▶ Given data
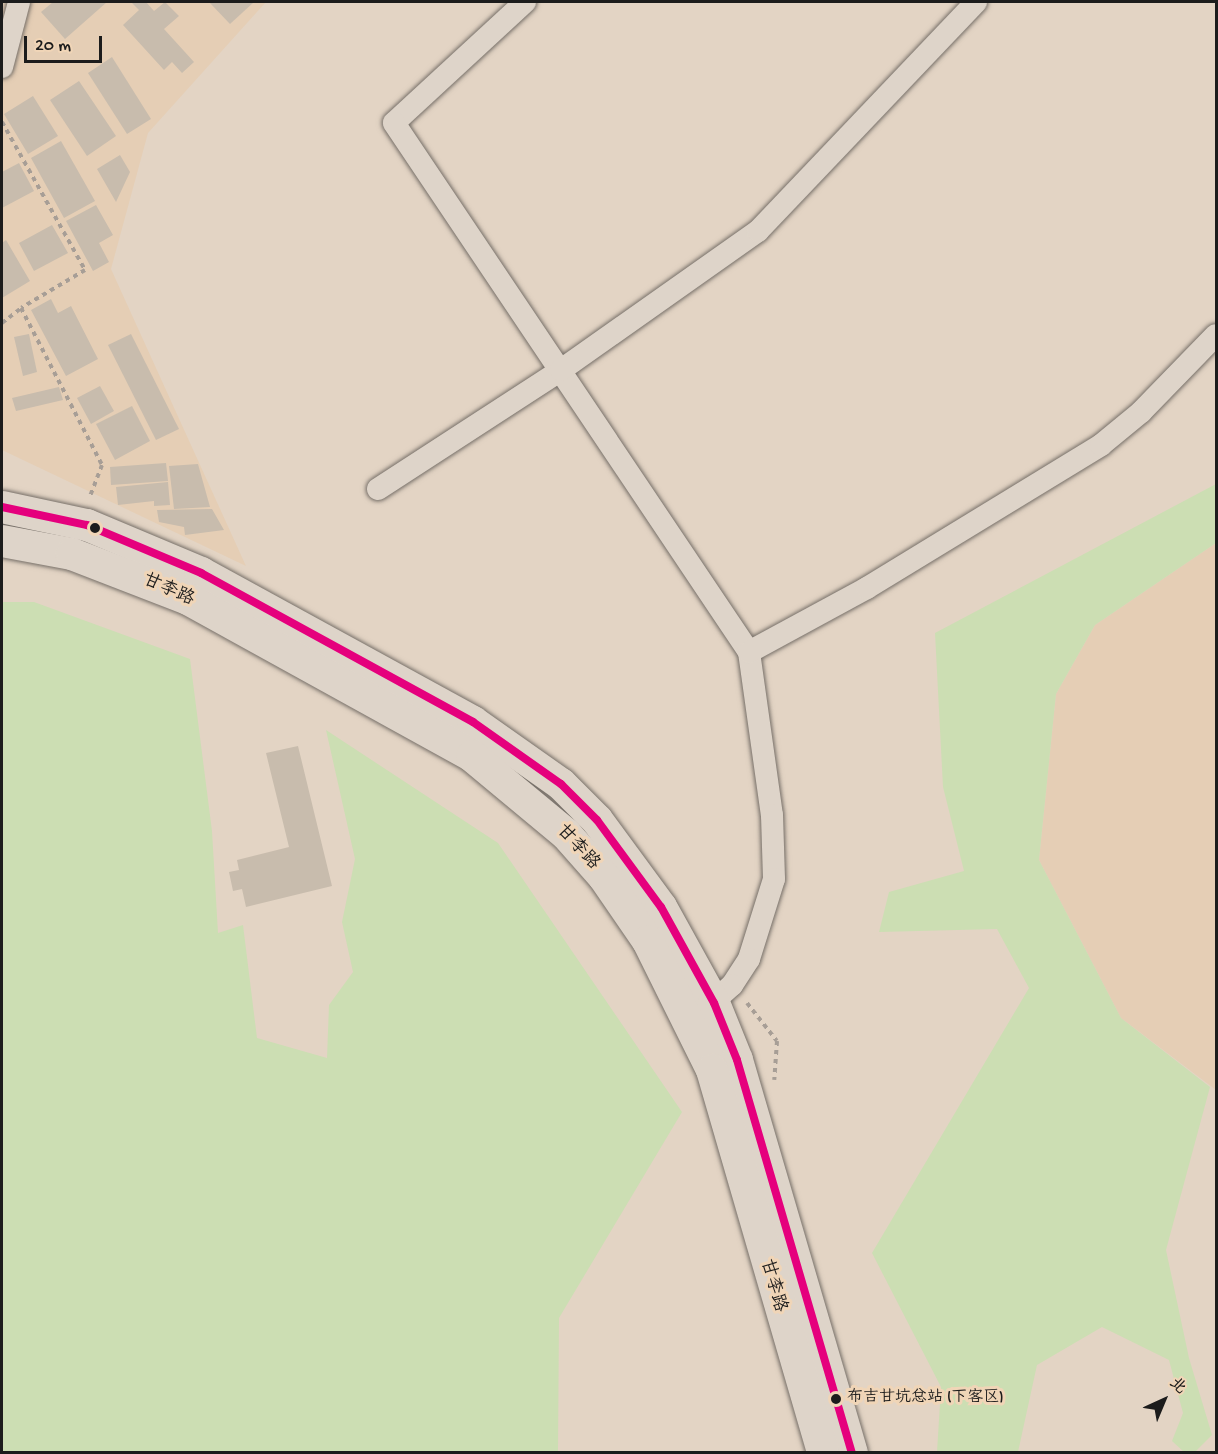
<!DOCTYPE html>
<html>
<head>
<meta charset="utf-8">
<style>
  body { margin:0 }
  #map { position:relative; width:1218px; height:1454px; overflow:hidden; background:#e3d4c4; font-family:"Gochi Hand","LXGW WenKai TC",sans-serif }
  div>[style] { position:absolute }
  .built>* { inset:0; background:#e5ceb5 }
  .green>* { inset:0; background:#ccdeb3 }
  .building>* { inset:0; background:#c8bcad }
  .path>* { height:4px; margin-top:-2px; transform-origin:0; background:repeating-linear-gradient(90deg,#a79e96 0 4.5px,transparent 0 9px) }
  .roads { filter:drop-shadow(0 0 2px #766f68) drop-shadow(0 0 2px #766f68) }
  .street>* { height:22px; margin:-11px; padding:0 11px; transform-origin:11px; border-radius:11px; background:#ded4c9 }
  .secondary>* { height:32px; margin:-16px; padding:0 16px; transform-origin:16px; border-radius:16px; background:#ded4c9 }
  .bus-1>* { height:8px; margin:-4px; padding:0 4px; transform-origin:4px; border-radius:4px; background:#e5007d }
  .dots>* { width:16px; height:16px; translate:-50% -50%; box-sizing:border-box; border:3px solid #f0d5b7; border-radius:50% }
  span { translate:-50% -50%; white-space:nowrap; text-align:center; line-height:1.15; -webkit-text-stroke:6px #f0d5b7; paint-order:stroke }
  .bus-label { font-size:16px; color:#1c1c1c }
  .left { translate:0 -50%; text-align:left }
  .street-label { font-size:18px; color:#1c1c1c }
  .frame { position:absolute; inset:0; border:3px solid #1c1c1c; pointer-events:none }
  .north { position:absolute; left:1134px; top:1370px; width:60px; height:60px; -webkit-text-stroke:4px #f0d5b7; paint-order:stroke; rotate:44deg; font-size:16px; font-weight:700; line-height:24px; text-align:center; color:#1c1c1c }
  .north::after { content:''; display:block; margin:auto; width:21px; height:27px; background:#1c1c1c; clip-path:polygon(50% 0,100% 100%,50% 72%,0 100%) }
  .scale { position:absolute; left:24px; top:36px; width:78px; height:27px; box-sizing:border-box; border:3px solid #1c1c1c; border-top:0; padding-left:8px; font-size:18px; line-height:21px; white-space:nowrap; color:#1c1c1c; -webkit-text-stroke:4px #f0d5b7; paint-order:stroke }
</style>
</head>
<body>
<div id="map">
  <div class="built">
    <div style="clip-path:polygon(2px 2px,266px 2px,148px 133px,111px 269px,246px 566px,2px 450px)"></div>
    <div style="clip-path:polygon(1216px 543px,1216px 1090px,1121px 1018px,1039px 860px,1056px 694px,1095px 625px)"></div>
  </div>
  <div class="green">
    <div style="clip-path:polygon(1216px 484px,1216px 543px,1095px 625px,1056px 694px,1039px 860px,1121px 1018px,1210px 1087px,1166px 1250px,1189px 1358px,1212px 1435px,1195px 1452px,1184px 1452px,1172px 1441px,1183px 1413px,1169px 1360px,1102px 1327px,1037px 1365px,1018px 1452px,937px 1452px,941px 1387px,872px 1253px,1029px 988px,997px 929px,879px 932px,889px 892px,964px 871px,943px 787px,935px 633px)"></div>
    <div style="clip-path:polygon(2px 602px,34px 602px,190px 659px,212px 831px,218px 933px,243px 925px,257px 1038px,327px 1058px,329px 1005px,353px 972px,342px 922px,355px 859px,326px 730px,498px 843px,682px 1112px,559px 1318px,558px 1452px,2px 1452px)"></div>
  </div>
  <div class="building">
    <div style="clip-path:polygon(53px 2px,107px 2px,65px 39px,41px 12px)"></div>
    <div style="clip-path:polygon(131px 2px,146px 2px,154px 11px,165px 2px,179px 16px,164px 29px,194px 62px,182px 73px,172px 62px,164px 70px,123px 25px,139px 10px)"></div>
    <div style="clip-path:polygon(209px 2px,254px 2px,230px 24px)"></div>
    <div style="clip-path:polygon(112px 57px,151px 119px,127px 134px,88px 73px)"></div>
    <div style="clip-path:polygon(79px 81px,116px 136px,87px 156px,50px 100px)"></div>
    <div style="clip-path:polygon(33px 96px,58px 136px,28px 154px,4px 114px)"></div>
    <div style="clip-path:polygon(61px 141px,95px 201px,64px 218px,31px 158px)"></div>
    <div style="clip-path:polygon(120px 155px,130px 172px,116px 202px,97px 169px)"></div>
    <div style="clip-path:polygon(19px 163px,34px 191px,2px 208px,2px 172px)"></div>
    <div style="clip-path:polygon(96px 205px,113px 235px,99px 243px,109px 262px,93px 271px,66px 221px)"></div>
    <div style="clip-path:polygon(52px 225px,68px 253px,34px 271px,19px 243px)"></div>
    <div style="clip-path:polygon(6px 240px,30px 281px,2px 298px,2px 243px)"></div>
    <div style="clip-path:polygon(51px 299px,58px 313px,71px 306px,98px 359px,66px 376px,31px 310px)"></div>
    <div style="clip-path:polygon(29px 334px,37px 372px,23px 376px,14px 337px)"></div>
    <div style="clip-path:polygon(131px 334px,179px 429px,156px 440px,108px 345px)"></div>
    <div style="clip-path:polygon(100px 386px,114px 411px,91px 424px,77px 398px)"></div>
    <div style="clip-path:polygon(59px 387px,63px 400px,16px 411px,12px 398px)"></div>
    <div style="clip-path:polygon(132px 406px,150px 441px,115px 460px,96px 424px)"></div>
    <div style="clip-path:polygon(166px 463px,168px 481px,111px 485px,110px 467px)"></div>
    <div style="clip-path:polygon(198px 464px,210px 507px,174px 509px,169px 466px)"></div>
    <div style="clip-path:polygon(168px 482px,170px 505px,154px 506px,154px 501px,118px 505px,116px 487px)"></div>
    <div style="clip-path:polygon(212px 509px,224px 530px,185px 535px,184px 527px,159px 522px,157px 510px)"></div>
    <div style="clip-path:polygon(298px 746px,332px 886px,246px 907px,242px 889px,233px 891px,229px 872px,239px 870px,237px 860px,289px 847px,266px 753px)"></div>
  </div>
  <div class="path">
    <div style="left:2px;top:122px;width:170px;rotate:60.7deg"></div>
    <div style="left:85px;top:270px;width:74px;rotate:149.3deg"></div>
    <div style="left:21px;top:308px;width:177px;rotate:62.7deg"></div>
    <div style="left:102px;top:465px;width:34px;rotate:111deg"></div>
    <div style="left:2px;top:323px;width:24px;rotate:-38deg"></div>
    <div style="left:747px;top:1003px;width:48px;rotate:51.7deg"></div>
    <div style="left:777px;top:1041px;width:39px;rotate:94deg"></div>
  </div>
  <div class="roads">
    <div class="street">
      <div style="left:525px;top:2px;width:178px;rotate:137.3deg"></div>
      <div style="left:394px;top:123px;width:637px;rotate:56.14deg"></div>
      <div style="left:749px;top:652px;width:165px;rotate:82deg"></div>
      <div style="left:772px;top:815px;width:64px;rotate:88.2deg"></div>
      <div style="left:774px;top:879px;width:84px;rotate:107.4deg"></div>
      <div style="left:749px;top:959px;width:31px;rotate:123deg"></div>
      <div style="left:732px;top:985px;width:38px;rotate:138deg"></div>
      <div style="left:2px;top:67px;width:67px;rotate:-75.3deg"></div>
      <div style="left:378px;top:489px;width:218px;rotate:-33deg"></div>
      <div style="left:561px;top:370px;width:241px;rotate:-35.2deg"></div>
      <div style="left:758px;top:231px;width:316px;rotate:-46.4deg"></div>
      <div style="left:749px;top:652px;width:134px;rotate:-28.5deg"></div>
      <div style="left:867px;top:588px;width:274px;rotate:-31.4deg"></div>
      <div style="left:1101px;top:445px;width:52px;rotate:-39.5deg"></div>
      <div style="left:1141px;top:412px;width:107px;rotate:-45.8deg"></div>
    </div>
    <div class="secondary">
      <div style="left:2px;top:507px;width:87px;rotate:12deg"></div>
      <div style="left:87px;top:525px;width:124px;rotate:22.8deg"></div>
      <div style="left:201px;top:573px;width:310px;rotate:28.7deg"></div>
      <div style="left:473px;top:722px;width:108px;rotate:35.2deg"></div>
      <div style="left:561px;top:784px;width:51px;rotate:45deg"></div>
      <div style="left:597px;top:820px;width:108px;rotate:53.7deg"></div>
      <div style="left:661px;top:907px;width:110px;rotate:61.1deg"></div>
      <div style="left:714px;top:1003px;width:61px;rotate:68deg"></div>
      <div style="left:737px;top:1060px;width:409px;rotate:73.7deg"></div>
      <div style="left:2px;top:541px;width:71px;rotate:10.5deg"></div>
      <div style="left:72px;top:554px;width:124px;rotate:21.2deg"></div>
      <div style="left:188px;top:599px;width:325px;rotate:28.9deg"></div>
      <div style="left:472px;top:756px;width:122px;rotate:39.7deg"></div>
      <div style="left:566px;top:834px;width:57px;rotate:48.5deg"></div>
      <div style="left:604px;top:877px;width:78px;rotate:55.5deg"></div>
      <div style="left:648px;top:941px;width:144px;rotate:63.6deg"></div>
      <div style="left:712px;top:1070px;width:398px;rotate:73.8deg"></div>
    </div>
  </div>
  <div class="bus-1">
    <div style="left:2px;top:507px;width:87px;rotate:12deg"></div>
    <div style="left:87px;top:525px;width:124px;rotate:22.8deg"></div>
    <div style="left:201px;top:573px;width:310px;rotate:28.7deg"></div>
    <div style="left:473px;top:722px;width:108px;rotate:35.2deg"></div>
    <div style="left:561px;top:784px;width:51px;rotate:45deg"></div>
    <div style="left:597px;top:820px;width:108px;rotate:53.7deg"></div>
    <div style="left:661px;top:907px;width:110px;rotate:61.1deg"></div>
    <div style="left:714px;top:1003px;width:61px;rotate:68deg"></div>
    <div style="left:737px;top:1060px;width:409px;rotate:73.7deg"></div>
  </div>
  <div class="dots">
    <div style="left:95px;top:528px;background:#1c1c1c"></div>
    <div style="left:836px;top:1399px;background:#1c1c1c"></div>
  </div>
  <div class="bus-label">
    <span class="left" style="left:847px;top:1399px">布吉甘坑总站 (下客区)</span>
  </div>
  <div class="street-label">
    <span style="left:168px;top:591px;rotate:24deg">甘李路</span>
    <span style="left:577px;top:848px;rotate:47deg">甘李路</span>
    <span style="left:772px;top:1286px;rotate:74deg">甘李路</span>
  </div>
  <div class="frame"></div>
  <div class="north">北</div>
  <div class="scale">20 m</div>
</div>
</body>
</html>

▶ Work instruction
The lines wanted are those from the start of the material above through the line with "width:16px; height:16px; translate:-50%", both included; print them exactly and skip any picture.

▶ Task answer
<!DOCTYPE html>
<html>
<head>
<meta charset="utf-8">
<style>
  body { margin:0 }
  #map { position:relative; width:1218px; height:1454px; overflow:hidden; background:#e3d4c4; font-family:"Gochi Hand","LXGW WenKai TC",sans-serif }
  div>[style] { position:absolute }
  .built>* { inset:0; background:#e5ceb5 }
  .green>* { inset:0; background:#ccdeb3 }
  .building>* { inset:0; background:#c8bcad }
  .path>* { height:4px; margin-top:-2px; transform-origin:0; background:repeating-linear-gradient(90deg,#a79e96 0 4.5px,transparent 0 9px) }
  .roads { filter:drop-shadow(0 0 2px #766f68) drop-shadow(0 0 2px #766f68) }
  .street>* { height:22px; margin:-11px; padding:0 11px; transform-origin:11px; border-radius:11px; background:#ded4c9 }
  .secondary>* { height:32px; margin:-16px; padding:0 16px; transform-origin:16px; border-radius:16px; background:#ded4c9 }
  .bus-1>* { height:8px; margin:-4px; padding:0 4px; transform-origin:4px; border-radius:4px; background:#e5007d }
  .dots>* { width:16px; height:16px; translate:-50% -50%; box-sizing:border-box; border:3px solid #f0d5b7; border-radius:50% }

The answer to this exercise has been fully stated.